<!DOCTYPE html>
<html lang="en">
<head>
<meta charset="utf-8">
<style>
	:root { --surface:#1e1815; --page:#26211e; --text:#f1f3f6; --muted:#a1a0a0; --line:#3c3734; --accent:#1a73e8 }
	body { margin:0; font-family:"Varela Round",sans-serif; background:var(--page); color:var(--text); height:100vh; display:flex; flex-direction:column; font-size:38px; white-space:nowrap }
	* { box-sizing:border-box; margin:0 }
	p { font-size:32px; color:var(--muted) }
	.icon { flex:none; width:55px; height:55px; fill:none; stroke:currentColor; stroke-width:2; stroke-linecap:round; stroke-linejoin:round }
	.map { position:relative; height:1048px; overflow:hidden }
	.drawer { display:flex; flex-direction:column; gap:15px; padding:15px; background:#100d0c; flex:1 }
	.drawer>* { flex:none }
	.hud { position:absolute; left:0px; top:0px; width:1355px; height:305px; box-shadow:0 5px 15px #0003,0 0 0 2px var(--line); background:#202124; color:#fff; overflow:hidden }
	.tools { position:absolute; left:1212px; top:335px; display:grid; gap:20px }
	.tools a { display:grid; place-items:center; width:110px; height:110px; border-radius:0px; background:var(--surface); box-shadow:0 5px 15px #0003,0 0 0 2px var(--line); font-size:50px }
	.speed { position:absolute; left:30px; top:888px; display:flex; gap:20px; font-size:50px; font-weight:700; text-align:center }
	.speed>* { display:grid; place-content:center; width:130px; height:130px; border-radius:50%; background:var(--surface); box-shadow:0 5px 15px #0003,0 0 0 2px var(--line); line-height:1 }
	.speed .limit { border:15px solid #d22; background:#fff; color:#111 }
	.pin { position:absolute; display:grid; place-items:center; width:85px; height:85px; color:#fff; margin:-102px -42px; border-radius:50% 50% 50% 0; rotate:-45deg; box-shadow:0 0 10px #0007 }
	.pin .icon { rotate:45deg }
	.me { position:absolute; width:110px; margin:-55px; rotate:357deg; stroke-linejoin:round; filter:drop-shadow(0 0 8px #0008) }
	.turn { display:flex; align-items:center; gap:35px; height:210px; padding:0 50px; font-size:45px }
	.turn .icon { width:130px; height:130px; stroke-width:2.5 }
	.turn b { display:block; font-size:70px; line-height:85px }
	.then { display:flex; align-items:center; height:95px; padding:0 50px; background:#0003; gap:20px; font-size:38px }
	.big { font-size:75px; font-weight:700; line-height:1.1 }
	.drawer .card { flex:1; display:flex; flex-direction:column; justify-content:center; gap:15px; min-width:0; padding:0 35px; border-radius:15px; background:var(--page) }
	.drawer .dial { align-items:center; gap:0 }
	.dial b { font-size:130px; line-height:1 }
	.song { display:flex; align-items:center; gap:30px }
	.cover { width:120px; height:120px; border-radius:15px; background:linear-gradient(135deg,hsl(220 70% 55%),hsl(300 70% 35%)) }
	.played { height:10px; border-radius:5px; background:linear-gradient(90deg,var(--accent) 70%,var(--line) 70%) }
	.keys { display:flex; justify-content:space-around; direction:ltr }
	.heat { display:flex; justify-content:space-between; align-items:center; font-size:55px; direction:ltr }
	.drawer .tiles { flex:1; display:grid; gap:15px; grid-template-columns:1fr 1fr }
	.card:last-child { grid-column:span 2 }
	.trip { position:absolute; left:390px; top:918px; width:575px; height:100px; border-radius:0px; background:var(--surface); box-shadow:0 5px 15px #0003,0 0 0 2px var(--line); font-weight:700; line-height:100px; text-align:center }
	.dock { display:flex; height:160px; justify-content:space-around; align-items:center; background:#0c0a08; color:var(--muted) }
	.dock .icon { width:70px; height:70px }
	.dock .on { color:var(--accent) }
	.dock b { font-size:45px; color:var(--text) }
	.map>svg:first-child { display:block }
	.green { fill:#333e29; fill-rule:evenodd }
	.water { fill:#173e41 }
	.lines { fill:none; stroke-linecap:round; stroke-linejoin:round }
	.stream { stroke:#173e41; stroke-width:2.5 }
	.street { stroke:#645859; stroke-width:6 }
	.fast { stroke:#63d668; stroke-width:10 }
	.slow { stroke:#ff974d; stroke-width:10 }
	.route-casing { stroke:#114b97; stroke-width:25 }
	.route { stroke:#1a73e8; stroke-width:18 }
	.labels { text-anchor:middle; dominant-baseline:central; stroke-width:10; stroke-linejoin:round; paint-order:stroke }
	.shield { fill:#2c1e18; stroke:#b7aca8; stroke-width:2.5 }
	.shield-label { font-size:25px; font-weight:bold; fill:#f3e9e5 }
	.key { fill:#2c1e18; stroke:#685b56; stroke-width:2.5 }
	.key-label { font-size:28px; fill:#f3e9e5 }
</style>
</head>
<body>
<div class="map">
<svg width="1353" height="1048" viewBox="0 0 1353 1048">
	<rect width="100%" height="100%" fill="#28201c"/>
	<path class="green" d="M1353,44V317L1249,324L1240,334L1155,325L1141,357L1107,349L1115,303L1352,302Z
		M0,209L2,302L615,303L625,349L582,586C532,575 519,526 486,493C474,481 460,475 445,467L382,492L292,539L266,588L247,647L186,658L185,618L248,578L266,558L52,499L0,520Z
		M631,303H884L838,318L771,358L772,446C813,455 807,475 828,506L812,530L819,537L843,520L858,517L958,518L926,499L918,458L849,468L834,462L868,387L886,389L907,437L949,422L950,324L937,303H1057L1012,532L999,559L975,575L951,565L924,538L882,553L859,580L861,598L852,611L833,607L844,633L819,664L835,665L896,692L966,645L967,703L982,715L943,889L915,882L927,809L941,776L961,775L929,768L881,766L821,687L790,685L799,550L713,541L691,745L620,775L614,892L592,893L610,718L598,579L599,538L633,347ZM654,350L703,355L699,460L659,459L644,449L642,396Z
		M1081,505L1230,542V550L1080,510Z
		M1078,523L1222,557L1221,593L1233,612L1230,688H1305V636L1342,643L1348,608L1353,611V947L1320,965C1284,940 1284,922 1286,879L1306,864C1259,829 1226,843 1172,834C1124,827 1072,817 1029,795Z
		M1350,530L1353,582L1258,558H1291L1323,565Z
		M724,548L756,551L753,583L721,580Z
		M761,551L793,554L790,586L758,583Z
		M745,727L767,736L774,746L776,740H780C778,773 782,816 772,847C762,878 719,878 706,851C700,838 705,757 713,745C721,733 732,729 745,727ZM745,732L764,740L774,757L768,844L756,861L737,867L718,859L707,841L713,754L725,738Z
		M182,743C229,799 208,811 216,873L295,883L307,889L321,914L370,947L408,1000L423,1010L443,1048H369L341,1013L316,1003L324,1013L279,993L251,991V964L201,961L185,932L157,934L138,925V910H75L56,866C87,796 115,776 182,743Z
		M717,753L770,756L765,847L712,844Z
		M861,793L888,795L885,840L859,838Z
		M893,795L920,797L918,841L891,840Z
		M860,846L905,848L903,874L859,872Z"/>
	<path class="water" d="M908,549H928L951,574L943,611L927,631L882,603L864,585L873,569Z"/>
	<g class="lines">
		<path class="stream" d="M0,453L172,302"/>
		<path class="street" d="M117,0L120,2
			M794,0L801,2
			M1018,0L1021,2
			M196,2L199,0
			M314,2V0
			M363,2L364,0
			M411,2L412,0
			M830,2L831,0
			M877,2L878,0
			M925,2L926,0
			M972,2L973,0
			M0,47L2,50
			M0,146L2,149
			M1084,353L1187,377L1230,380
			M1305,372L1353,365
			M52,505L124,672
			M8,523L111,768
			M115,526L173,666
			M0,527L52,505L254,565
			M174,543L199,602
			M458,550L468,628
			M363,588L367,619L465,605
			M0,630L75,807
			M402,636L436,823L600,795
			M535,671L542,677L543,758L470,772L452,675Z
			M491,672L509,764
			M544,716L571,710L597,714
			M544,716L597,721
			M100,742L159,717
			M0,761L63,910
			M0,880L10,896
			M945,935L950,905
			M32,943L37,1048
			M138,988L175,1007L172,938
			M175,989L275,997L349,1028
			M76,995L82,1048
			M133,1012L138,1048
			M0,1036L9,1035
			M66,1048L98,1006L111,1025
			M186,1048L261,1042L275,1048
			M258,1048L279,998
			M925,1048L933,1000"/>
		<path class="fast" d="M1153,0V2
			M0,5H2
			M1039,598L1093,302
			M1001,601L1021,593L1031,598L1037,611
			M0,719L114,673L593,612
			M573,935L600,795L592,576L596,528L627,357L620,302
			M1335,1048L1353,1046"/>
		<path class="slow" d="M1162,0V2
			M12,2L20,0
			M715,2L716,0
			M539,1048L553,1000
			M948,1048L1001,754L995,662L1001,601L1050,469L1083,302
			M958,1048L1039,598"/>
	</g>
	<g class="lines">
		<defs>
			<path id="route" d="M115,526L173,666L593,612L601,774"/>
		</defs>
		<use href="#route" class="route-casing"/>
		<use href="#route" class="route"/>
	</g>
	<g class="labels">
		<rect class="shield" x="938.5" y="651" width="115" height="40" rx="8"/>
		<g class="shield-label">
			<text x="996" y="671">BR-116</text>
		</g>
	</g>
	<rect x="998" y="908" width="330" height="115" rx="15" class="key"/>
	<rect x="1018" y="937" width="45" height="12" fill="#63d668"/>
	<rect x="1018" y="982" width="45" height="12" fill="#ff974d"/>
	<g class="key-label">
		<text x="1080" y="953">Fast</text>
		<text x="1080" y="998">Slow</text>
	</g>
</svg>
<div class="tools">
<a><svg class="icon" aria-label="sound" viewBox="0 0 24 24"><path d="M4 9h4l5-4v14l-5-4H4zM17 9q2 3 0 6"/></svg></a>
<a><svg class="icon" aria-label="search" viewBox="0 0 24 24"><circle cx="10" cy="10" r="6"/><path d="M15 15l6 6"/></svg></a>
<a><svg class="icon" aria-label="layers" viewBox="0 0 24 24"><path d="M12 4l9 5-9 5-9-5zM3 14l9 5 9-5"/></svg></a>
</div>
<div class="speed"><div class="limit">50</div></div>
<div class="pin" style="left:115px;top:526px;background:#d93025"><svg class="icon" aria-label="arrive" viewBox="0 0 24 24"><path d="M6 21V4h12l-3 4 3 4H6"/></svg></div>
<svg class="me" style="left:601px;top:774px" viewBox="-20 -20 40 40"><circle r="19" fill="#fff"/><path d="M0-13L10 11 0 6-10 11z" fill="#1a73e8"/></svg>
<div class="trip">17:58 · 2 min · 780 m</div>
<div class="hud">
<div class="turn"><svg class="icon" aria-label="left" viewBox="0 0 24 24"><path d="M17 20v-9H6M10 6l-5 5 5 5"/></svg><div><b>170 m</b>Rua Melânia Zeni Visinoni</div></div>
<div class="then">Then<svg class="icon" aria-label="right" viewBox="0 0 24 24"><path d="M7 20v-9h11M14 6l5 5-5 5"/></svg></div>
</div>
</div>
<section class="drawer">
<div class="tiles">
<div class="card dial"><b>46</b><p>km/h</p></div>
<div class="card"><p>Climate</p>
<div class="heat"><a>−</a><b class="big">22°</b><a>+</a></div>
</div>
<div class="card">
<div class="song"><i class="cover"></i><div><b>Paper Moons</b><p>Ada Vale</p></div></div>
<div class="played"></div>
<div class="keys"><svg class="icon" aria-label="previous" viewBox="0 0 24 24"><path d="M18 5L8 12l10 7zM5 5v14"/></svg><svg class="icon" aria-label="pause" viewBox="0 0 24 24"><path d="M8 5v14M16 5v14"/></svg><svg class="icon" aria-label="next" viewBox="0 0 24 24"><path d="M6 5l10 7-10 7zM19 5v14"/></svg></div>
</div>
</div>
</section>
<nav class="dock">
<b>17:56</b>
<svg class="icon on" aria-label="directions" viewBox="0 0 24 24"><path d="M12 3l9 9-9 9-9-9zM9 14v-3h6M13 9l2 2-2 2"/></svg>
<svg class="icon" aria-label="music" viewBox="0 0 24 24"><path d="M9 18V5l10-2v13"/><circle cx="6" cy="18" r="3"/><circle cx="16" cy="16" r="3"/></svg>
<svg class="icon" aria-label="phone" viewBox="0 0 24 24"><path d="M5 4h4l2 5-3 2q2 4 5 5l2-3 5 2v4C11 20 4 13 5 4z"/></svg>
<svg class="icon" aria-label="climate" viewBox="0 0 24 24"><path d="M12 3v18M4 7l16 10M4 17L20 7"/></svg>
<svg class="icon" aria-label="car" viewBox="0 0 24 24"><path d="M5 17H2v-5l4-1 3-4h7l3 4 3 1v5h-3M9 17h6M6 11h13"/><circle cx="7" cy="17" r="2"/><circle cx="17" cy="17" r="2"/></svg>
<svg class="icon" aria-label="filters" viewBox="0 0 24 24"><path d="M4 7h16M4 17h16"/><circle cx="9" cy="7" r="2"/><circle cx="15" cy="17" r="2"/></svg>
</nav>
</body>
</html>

**********

**Work task**
In the material above, transcribe exactly the lines beginning at the one with "position:absolute; display:grid; place-items:center;" and ending at the one with "display:flex; justify-content:space-between; align-items:center;", both included.

**Answer area**
	.pin { position:absolute; display:grid; place-items:center; width:85px; height:85px; color:#fff; margin:-102px -42px; border-radius:50% 50% 50% 0; rotate:-45deg; box-shadow:0 0 10px #0007 }
	.pin .icon { rotate:45deg }
	.me { position:absolute; width:110px; margin:-55px; rotate:357deg; stroke-linejoin:round; filter:drop-shadow(0 0 8px #0008) }
	.turn { display:flex; align-items:center; gap:35px; height:210px; padding:0 50px; font-size:45px }
	.turn .icon { width:130px; height:130px; stroke-width:2.5 }
	.turn b { display:block; font-size:70px; line-height:85px }
	.then { display:flex; align-items:center; height:95px; padding:0 50px; background:#0003; gap:20px; font-size:38px }
	.big { font-size:75px; font-weight:700; line-height:1.1 }
	.drawer .card { flex:1; display:flex; flex-direction:column; justify-content:center; gap:15px; min-width:0; padding:0 35px; border-radius:15px; background:var(--page) }
	.drawer .dial { align-items:center; gap:0 }
	.dial b { font-size:130px; line-height:1 }
	.song { display:flex; align-items:center; gap:30px }
	.cover { width:120px; height:120px; border-radius:15px; background:linear-gradient(135deg,hsl(220 70% 55%),hsl(300 70% 35%)) }
	.played { height:10px; border-radius:5px; background:linear-gradient(90deg,var(--accent) 70%,var(--line) 70%) }
	.keys { display:flex; justify-content:space-around; direction:ltr }
	.heat { display:flex; justify-content:space-between; align-items:center; font-size:55px; direction:ltr }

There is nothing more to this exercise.